47.22$ – 88.53$
Insulin Like Growth Factor (IGF)-1 (4-70), otherwise known as IGF-1 DES, produced in E. coli, is a single, non-glycosylated, polypeptide chain containing 67 amino acids and having a molecular mass of 7,372 Da. In vitro studies demonstrate that at equal doses DES (1-3) IGF is ten times more potent than IGF-1 at stimulating hypertrophy and proliferation in cultured cells. It is likely generated through post-translational modification in the sequence of circulating mature IGF-1 via protease action
Trade Name: Taitropin
Substance: Human Growth Hormone
Content: 1 kit = 100IU
10iu x 10 vials
Expanding knowledge of the human physiology allows scientists to come up with ways to improve human lives. One example of this is the use of the Human Growth Hormone (HGH). There are many and all were originally used to make up for the lack of the natural growth hormones in children.
Both Melanotan-1 and Melanotan 2 are analogs of the peptide hormone alpha-melanocyte stimulating hormone (α-MSH) that tend to induce skin tanning. Unlike Melanotan 1, Melanotan 2 has been shown to have aphrodisiac properties, the additional effect of increasing libido.

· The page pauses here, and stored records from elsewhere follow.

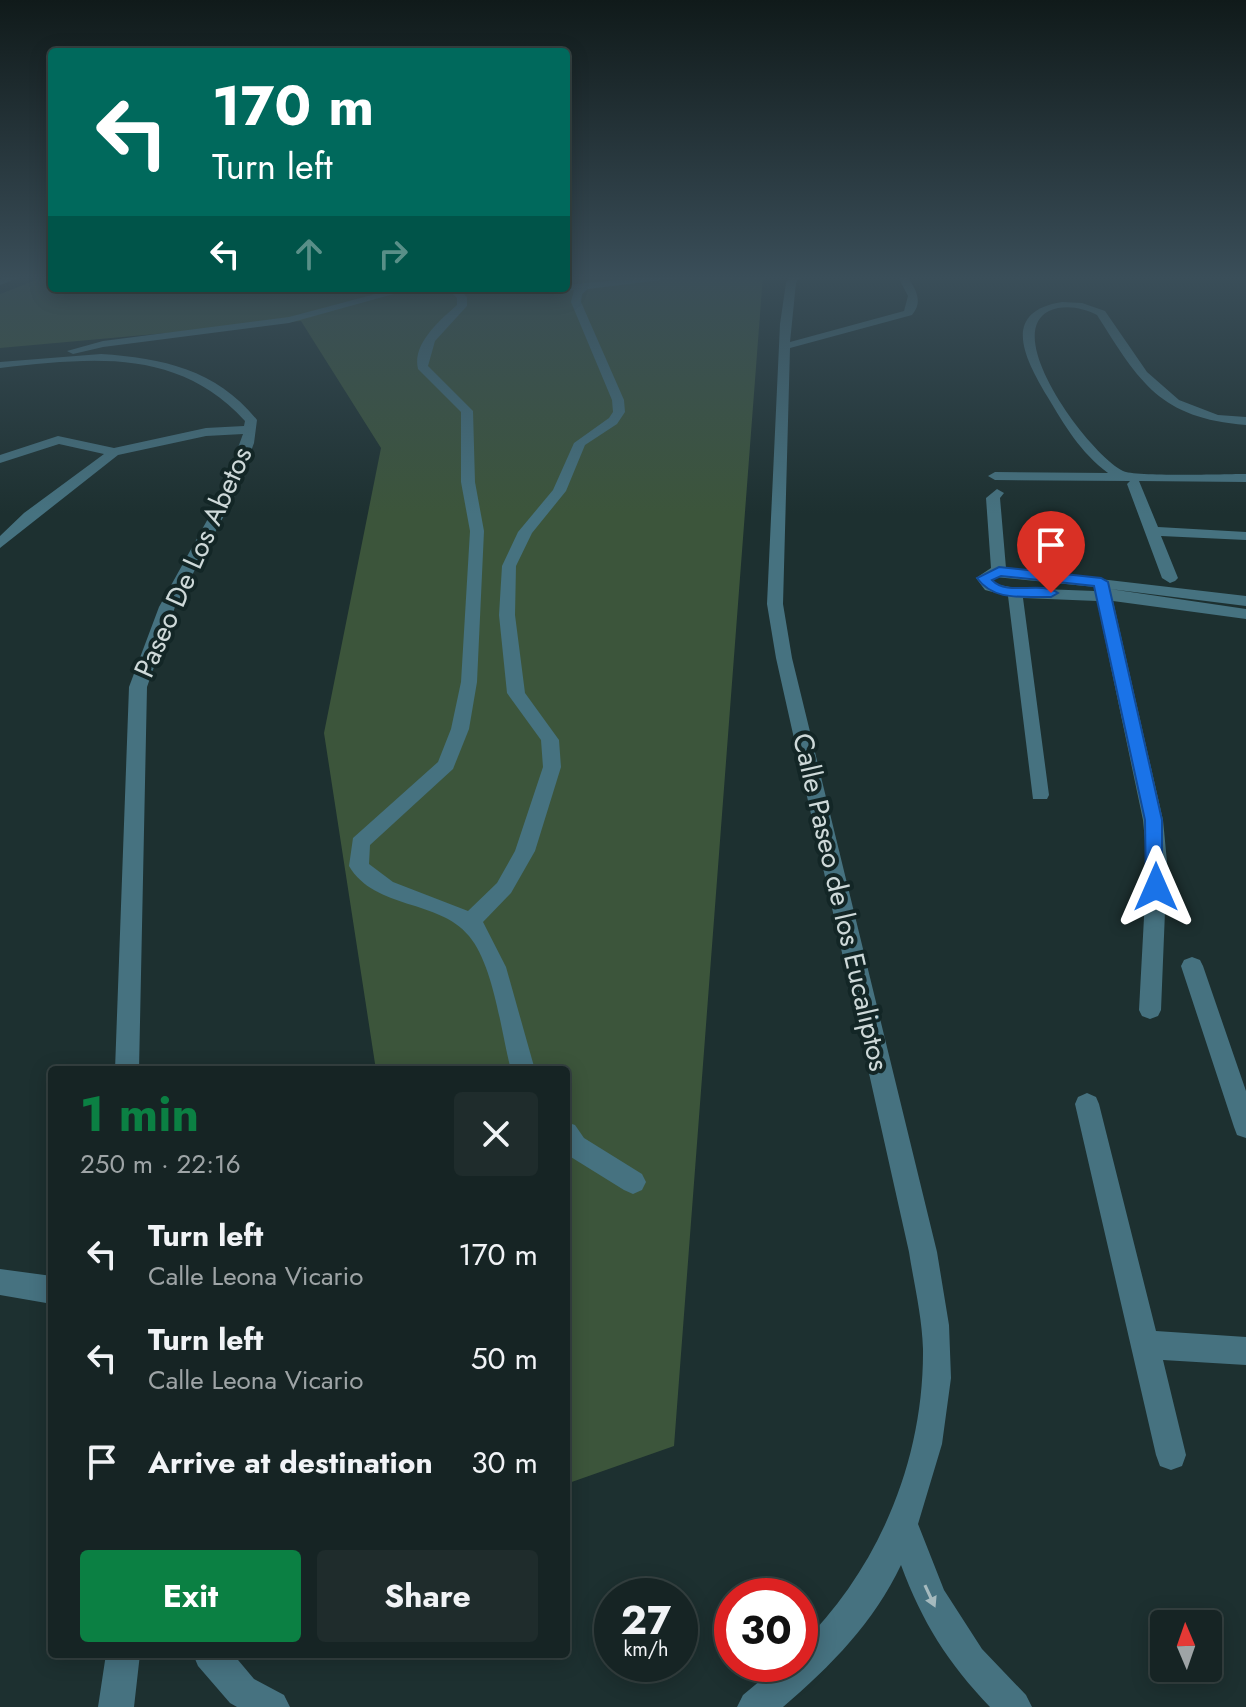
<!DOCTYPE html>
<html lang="en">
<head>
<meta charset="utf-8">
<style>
	body { margin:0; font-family:Jost,sans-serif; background:#1f2c2c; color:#f1f3f6; height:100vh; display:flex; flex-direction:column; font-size:30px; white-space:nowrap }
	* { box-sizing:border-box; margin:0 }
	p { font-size:26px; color:#9ea4a6 }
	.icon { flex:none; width:44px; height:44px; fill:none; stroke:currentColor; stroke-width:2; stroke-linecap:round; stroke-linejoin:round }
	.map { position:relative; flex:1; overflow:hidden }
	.details { position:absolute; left:48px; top:1066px; width:522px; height:592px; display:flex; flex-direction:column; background:#162424; border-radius:8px; box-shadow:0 4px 20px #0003,0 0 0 2px #354141 }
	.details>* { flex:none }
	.hud { position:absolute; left:48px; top:48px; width:522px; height:244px; border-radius:8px; box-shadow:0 4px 20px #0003,0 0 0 2px #354141; background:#00695c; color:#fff; overflow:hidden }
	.needle { width:52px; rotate:358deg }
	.tools { position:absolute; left:1150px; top:1610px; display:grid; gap:16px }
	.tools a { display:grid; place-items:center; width:72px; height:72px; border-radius:8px; background:#162424; box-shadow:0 4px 20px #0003,0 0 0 2px #354141; font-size:40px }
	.speed { position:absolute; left:594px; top:1578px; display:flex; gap:16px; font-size:40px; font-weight:700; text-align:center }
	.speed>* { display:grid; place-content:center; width:104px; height:104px; border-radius:50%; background:#162424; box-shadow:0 4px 20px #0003,0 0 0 2px #354141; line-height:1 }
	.speed small { font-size:20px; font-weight:400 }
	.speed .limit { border:12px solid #d22; background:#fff; color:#111 }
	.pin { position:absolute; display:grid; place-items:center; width:68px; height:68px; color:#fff; margin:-82px -34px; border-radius:50% 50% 50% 0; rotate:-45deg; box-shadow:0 0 8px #0007 }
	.pin .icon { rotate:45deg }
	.me { position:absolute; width:88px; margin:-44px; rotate:0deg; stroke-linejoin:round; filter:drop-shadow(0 0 6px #0008) }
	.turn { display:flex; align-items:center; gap:28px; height:168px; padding:0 32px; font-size:36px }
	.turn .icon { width:104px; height:104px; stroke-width:2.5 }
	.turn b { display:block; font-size:56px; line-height:68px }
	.lanes { display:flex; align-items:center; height:76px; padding:0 32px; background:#0003; justify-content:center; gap:40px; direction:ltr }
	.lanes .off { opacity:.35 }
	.round { display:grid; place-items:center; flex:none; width:84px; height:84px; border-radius:8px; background:#1f2c2c }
	.head { display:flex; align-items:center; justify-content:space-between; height:136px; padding:0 32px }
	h1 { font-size:48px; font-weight:700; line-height:60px; color:#0b8043 }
	.cta { display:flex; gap:16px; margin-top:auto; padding:16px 32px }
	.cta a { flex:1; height:92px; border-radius:8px; background:#0b8043; color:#fff; font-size:32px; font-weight:700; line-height:92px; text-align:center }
	.cta a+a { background:#1f2c2c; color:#f1f3f6 }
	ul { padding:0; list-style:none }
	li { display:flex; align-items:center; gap:24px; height:104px; padding:0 32px }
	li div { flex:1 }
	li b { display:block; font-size:30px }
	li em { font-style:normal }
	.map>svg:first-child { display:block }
	.green { fill:#3c553b }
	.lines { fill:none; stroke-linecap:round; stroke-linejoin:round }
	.minor { fill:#467280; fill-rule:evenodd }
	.oneway { fill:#a5babe }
	.route { fill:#1a73e8; stroke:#114b97; stroke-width:2 }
	.labels { text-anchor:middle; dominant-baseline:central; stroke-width:8; stroke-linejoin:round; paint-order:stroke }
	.street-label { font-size:28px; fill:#ced9d9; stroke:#132626 }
</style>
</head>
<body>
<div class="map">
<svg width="1246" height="1707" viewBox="0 0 1246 1707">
	<rect width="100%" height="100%" fill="#1d3030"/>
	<path class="green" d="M49 275H52V288H566V275H763L674 1446 566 1484V1070H376L324 733 381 448 301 321 0 348V294Z"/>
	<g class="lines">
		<path class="minor" d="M12 275H26L0 285V279Z
			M669 275H702L588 289 582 294 581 302 624 400 625 412 617 424 585 445 566 491 532 533 516 566 515 615 525 693 559 740 561 767 535 851 511 893 483 922 506 967 535 1070H511C501 1032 494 966 469 936 439 899 375 910 349 866L353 838 438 762 451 729 461 682 470 531 461 482V412L418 369C412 344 439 321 457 305V298L447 288H458L467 297V306L435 341 428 366 473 411 475 482 484 531 477 682 469 729 453 769 370 845 369 864 393 882 468 911 497 883 515 851 543 767 541 740 507 693 499 615 502 566 518 532 553 490 574 443 609 418 613 412 612 400 571 302 574 290 521 291 516 288H566V285Z
			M791 275H801L796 283 790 342 904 311 908 296 897 275H907C915 289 924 301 912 315L790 348 783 604 792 658 937 1252 949 1325 951 1378 942 1444 918 1524 944 1590 982 1649 1026 1695 1032 1707H990C948 1663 922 1622 901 1565 874 1622 831 1666 783 1707H737L743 1695 780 1664H800V1646C879 1568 924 1460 923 1349 922 1316 914 1284 909 1252L776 658 767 604 780 324 786 283Z
			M398 288H415L289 323 103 347 73 354 67 351 103 341 289 317Z
			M1062 302 1082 303 1105 311 1147 372 1179 400 1218 415 1246 417V425C1160 418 1140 383 1097 315 1083 308 1065 304 1049 311 1000 335 1090 455 1123 471 1134 477 1226 474 1246 474V482L1139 481 1158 527 1246 532V540L1161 536 1178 578 1175 581 1170 583 1162 578 1127 484 1130 481 995 480 988 476 995 472 1108 473C1080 452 1065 426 1047 396 1026 360 999 312 1062 302Z
			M101 354C163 358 217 370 257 420L254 443 234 497 175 607 147 687 139 1070H115L129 687 159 607 220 497 243 434 206 436 118 455 0 548V536L24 513 104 454 59 444 0 463V455L58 436 114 448 206 428 244 426 245 421C177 347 92 358 0 368V362Z
			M997 489 1004 493 1000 498 1006 568 1246 596V606L1110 589 1246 609V619L1113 601 1163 820 1167 862 1161 1010 1158 1016 1150 1019 1142 1016 1139 1010 1147 862 1143 820 1097 601 1023 598 1049 795 1047 799H1033L1008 596 985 590 976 578 991 568 986 498ZM995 577 1095 587V591L1015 588 995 584 992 579Z
			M1192 957 1200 960 1203 966 1246 1091V1138L1237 1135 1234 1127 1181 966 1184 960Z
			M1087 1093 1096 1097 1099 1104 1156 1331 1246 1337V1365L1163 1360 1186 1455 1182 1466 1171 1470 1160 1466 1156 1455 1075 1104 1078 1097Z
			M566 1122 575 1125 584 1138 642 1174 646 1182 642 1190 633 1194 624 1190 566 1154Z
			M0 1269 52 1276V1304L0 1295Z
			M106 1654H140L134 1707H98Z
			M193 1654H233L254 1679 284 1695 290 1707H237L230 1703 198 1666Z"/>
	</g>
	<defs><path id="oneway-solid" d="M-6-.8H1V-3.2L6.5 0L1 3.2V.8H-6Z" transform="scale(2)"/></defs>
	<use class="oneway" href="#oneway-solid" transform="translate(930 1596) rotate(65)"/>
	<linearGradient id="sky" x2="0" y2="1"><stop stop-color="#101a1a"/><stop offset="0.54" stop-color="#3a4e59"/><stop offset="1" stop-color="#3a4e59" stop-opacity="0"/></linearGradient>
	<rect width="1246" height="514" fill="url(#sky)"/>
	<path class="route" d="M999 567 1101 578 1108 582 1162 820V892H1149L1146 887 1145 820 1094 586 1001 576 992 580C1008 597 1040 580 1058 593L1051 597C1024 596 994 602 977 578Z"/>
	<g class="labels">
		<g class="street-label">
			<text transform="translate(193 562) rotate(-66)">Paseo De Los Abetos</text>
			<text transform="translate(841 902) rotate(77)">Calle Paseo de los Eucaliptos</text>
		</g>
	</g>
</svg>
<div class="tools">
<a><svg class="needle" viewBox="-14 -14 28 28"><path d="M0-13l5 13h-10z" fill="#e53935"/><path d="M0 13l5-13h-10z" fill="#9ea4a6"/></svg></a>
</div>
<div class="speed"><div>27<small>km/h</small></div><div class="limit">30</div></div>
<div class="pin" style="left:1051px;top:593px;background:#d93025"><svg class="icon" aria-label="arrive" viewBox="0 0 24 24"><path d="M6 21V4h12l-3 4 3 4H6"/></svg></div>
<svg class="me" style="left:1156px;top:887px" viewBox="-20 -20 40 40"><path d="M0-17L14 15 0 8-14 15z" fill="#1a73e8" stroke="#fff" stroke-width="4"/></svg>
<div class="hud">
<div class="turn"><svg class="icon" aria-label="left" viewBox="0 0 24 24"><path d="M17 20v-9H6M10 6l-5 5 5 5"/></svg><div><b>170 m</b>Turn left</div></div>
<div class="lanes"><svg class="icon" aria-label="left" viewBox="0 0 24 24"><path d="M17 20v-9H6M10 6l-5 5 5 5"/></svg><svg class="icon off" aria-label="ahead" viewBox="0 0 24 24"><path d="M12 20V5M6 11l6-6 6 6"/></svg><svg class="icon off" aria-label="right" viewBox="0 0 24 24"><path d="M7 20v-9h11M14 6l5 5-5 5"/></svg></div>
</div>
<section class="details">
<div class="head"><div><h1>1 min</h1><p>250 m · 22:16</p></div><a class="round"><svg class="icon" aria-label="close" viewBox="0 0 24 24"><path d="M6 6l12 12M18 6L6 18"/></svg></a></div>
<ul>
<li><svg class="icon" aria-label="left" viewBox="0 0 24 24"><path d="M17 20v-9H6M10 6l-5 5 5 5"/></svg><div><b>Turn left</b><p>Calle Leona Vicario</p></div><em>170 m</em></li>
<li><svg class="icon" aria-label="left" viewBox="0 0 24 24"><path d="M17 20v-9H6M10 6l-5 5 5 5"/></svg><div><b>Turn left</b><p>Calle Leona Vicario</p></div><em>50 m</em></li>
<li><svg class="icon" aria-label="arrive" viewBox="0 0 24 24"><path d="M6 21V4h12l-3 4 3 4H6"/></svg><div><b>Arrive at destination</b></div><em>30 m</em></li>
</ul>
<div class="cta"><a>Exit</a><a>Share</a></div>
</section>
</div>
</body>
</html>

Melanotan-1 is a non selective agonist of the melanocortin receptors (MC1R,MC3-5R). As an analogue of α-MSH, its mechanism of action is biomimicry of the natural mammalian tanning process.
The Long R3 IGF-1 version is significantly more potent than regular IGF-1. The enhanced potency is due to the decreased binding of IGF1 LR3 to all known IGF binding proteins. These binding proteins normally inhibit the biological actions of IGF's therefore IG-1 LR3 has been shown to have increased efficacy and function .
PEG MGF is a splice variant of the IGF produced by a frame shift if the IGF gene and PEGylated to improve stability. PEG-MGF, or PEGylated Mechano Growth Factor, is a new and innovative form of the IGF produced by a frame shift if the IGF gene, namely Mechano Growth Factor (MGF), which is PEGylated to improve stability that outperforms natural MGF many times over. MGF is a splice variant of the IGF gene which increases stem cell count in the muscle and allows for muscle fibers to fuse and mature. This is a process required for growth of adult muscle. Natural MGF is made locally and does not travel into the bloodstream. Synthetic MGF is water based and when administered intramuscularly, travels into the bloodstream. MGF is only stable in the blood stream for only a few minutes. Research has shown that PEG-MGF helps increase the muscle stem cell count, so that more may fuse and become part of adult muscle cells.
Ipamorelin is a penta-peptide hormone (Aib-His-D-2-Nal-D-Phe-Lys-NH2), a growth hormone secretagogue and a small molecule ghrelin mimetic developed by Novo Nordisk. Ipamorelin belongs to the most recent generation of GHRPs and causes significant release of growth hormone. Similar to GHRP-6 and GHRP-2, it suppresses somatostatin and increases the stimulation and release of Growth Hormone (GH) from the anterior pituitary. Currently, there are few clinical trials involving Ipamorelin, which were first being studied in the 90s. Somatotropes are the cells that are responsible for producing and releaseing GH.
Aditpotide is an experimental weight loss peptidomimetic with the amino acid sequence CKGGRAKDC-GG-D(KLAKLAK)2, which has been developed by researchers in the United States in an effort to fight obesity. Peptidomimetics are small protein-like chains designed to mimic a peptide. The peptide called Adipotide has been developed by U.S. researchers in the fight against the obesity . This experimental treatment has reduced by 11% the weight of the treated monkeys by reducing fatty tissue, the BMI, and waist circumference.
Growth Hormone peptide fragment 176-191, also known as HGH Frag 176-191, is a modified form of amino acids 176-191 of the GH polypeptide. Investigators at Monash University discovered that the fat-reducing effects of GH appear to be controlled by a small region near one end of the Growth Hormone molecule. This region, which consists of amino acids 176-191, is less than 10% of the total size of the GH molecule and appears to have no effect on growth or insulin resistance. It works by mimicking the way natural Growth Hormone regulates fat metabolism but without the adverse effects on blood sugar or growth that is seen with unmodified Growth Hormone. Like Growth Hormone, the hgH fragment 176-191 stimulates lipolysis (the breakdown or destruction of fat) and inhibits lipogenesis (the transformation of nonfat food materials into body fat) both in laboratory testing and in animals and humans.